BEGIN Information provided
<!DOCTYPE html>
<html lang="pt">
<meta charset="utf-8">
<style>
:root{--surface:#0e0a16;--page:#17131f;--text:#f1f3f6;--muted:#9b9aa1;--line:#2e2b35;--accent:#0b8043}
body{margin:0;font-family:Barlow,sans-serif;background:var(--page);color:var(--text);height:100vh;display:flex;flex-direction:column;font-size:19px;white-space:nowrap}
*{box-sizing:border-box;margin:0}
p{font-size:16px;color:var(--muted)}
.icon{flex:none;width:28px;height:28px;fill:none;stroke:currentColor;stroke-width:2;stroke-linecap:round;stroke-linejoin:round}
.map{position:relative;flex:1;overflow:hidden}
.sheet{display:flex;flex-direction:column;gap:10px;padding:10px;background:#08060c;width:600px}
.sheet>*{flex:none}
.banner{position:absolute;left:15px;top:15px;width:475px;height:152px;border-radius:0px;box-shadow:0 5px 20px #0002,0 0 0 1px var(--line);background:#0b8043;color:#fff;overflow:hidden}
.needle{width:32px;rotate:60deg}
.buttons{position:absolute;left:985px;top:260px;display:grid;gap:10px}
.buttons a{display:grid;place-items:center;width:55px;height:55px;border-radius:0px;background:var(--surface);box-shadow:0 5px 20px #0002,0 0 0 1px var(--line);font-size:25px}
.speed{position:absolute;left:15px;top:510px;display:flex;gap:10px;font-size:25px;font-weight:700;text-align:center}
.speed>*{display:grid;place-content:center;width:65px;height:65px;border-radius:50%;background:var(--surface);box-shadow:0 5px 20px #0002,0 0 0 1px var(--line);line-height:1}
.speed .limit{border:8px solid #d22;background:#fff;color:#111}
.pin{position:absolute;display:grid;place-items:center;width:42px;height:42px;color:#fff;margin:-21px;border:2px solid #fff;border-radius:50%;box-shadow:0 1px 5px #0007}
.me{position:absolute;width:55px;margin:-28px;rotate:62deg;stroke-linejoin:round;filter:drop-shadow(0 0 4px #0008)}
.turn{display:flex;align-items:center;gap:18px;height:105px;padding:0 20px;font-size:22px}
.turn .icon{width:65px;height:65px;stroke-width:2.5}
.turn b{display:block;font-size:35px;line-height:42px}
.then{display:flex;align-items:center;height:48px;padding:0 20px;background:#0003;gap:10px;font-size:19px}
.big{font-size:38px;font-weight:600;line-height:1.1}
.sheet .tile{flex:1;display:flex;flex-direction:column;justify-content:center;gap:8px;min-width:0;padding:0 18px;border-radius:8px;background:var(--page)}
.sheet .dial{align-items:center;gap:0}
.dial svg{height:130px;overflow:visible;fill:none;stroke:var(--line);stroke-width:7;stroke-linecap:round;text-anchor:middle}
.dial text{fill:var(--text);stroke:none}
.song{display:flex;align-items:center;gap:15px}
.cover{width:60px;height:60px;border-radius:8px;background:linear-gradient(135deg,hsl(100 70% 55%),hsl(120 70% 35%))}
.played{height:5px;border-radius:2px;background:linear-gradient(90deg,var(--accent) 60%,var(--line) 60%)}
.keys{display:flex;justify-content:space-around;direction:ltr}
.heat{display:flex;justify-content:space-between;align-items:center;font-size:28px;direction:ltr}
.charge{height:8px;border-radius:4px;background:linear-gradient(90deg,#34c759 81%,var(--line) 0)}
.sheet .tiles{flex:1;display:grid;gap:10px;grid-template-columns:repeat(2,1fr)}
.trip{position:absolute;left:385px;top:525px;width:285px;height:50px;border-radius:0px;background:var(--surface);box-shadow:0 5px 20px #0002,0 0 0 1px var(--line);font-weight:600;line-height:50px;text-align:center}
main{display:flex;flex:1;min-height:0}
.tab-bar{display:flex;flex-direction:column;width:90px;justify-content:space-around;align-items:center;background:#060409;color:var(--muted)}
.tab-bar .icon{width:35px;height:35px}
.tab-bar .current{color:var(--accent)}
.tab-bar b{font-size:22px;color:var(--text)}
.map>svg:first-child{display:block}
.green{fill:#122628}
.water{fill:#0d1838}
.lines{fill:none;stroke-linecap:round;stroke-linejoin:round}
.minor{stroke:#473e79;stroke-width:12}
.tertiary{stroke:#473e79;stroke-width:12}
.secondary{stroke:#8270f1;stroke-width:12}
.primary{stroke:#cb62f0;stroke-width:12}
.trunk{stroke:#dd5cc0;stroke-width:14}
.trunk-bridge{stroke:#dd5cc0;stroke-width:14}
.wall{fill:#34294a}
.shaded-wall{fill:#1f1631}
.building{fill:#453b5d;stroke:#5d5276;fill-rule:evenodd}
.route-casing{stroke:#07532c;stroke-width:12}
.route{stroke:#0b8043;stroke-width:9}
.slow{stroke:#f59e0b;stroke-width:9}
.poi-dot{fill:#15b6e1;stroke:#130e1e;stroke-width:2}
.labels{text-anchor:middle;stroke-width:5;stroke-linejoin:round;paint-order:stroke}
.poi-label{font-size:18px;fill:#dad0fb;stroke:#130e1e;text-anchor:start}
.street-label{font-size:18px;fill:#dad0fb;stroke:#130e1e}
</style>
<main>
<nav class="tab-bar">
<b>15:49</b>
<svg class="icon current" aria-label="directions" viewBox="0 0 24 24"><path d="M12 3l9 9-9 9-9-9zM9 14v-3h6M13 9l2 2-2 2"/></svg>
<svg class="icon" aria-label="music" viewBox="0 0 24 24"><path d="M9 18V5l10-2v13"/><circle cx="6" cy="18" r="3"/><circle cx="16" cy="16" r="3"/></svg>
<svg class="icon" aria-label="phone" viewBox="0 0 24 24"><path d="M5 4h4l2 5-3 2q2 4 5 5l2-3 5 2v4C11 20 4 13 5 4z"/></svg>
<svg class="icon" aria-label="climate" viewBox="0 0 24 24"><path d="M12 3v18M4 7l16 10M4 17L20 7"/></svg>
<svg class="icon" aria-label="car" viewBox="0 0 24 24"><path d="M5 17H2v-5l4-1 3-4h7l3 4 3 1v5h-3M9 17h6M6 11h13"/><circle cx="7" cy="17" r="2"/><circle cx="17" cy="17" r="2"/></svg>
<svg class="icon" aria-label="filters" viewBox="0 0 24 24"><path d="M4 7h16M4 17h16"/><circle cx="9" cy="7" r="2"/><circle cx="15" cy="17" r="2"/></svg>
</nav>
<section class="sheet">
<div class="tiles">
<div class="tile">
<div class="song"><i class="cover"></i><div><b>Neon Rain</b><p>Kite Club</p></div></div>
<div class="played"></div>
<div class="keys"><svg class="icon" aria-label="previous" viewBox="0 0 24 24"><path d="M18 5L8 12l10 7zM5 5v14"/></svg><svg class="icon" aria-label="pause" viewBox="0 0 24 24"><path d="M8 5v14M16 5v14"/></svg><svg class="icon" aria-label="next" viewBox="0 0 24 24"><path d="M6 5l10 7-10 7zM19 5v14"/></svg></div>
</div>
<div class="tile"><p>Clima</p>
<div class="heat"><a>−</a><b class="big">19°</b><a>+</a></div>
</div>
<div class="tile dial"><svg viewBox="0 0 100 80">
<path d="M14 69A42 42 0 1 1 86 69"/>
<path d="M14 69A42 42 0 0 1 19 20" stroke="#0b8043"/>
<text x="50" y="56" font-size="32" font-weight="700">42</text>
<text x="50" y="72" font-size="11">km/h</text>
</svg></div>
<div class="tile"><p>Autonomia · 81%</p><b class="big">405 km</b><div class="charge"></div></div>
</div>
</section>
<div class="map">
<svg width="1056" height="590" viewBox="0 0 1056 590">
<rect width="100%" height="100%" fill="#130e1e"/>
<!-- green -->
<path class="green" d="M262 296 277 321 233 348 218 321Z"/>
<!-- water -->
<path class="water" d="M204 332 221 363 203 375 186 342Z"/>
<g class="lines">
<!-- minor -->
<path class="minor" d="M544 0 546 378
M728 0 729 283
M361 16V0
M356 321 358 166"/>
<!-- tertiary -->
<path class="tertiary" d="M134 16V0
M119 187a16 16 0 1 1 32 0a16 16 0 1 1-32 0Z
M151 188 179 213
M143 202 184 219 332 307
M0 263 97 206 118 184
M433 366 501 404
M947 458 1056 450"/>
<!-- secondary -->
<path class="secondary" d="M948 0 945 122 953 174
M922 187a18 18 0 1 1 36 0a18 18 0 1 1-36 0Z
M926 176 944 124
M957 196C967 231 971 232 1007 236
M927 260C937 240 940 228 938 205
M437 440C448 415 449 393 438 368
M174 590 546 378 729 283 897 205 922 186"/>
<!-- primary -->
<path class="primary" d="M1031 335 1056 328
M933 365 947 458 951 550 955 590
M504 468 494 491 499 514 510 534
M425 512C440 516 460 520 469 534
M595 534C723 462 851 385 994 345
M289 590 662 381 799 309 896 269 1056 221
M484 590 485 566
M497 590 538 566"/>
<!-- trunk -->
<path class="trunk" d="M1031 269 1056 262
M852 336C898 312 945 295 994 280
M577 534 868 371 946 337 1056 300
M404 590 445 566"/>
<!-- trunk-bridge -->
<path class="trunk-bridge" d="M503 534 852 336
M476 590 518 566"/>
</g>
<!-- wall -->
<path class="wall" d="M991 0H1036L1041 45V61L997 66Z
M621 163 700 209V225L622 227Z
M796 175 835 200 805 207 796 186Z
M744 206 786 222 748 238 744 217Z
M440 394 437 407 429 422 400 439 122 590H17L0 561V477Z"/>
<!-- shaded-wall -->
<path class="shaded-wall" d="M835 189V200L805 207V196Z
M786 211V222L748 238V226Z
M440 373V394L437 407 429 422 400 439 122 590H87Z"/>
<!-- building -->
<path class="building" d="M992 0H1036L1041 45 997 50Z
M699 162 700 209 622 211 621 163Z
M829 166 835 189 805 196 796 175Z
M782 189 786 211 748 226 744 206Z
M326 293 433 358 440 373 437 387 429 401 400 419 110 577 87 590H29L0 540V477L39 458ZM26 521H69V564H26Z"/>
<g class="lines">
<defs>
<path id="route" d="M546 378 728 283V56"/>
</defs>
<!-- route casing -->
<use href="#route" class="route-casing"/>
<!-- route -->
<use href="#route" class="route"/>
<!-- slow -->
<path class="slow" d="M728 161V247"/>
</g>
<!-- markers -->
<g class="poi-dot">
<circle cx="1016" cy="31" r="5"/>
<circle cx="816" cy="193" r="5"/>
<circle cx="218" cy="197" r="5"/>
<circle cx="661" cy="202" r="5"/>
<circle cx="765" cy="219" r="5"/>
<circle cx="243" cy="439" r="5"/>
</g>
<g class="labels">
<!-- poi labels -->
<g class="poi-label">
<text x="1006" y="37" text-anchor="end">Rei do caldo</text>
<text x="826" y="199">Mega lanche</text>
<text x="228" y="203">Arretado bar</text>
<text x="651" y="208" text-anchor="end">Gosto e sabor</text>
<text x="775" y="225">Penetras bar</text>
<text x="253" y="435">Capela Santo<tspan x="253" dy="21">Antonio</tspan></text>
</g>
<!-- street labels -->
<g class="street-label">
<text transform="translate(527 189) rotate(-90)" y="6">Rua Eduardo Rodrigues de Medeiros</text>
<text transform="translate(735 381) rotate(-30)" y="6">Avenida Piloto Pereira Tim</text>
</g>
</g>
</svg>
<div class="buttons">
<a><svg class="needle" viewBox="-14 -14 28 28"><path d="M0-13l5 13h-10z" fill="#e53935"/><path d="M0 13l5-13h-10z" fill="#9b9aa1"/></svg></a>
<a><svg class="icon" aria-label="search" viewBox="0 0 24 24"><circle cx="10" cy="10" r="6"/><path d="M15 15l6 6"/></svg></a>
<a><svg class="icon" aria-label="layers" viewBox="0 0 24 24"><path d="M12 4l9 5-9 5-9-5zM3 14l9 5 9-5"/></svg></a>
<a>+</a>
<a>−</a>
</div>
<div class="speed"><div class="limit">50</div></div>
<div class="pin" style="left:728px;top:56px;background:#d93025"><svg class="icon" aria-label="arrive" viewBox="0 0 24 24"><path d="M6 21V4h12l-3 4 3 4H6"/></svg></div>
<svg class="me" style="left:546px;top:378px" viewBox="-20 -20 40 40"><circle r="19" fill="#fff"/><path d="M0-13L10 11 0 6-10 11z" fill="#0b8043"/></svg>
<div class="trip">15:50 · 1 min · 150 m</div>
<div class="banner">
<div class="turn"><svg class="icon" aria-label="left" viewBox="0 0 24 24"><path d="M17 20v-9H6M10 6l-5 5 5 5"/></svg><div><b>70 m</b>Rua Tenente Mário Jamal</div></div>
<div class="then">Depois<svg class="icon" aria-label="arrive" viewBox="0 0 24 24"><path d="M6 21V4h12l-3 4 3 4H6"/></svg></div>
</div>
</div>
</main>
END Information provided
Whenever the word "middle" turns up in a line of the listing above, copy the line.

.dial svg{height:130px;overflow:visible;fill:none;stroke:var(--line);stroke-width:7;stroke-linecap:round;text-anchor:middle}
.labels{text-anchor:middle;stroke-width:5;stroke-linejoin:round;paint-order:stroke}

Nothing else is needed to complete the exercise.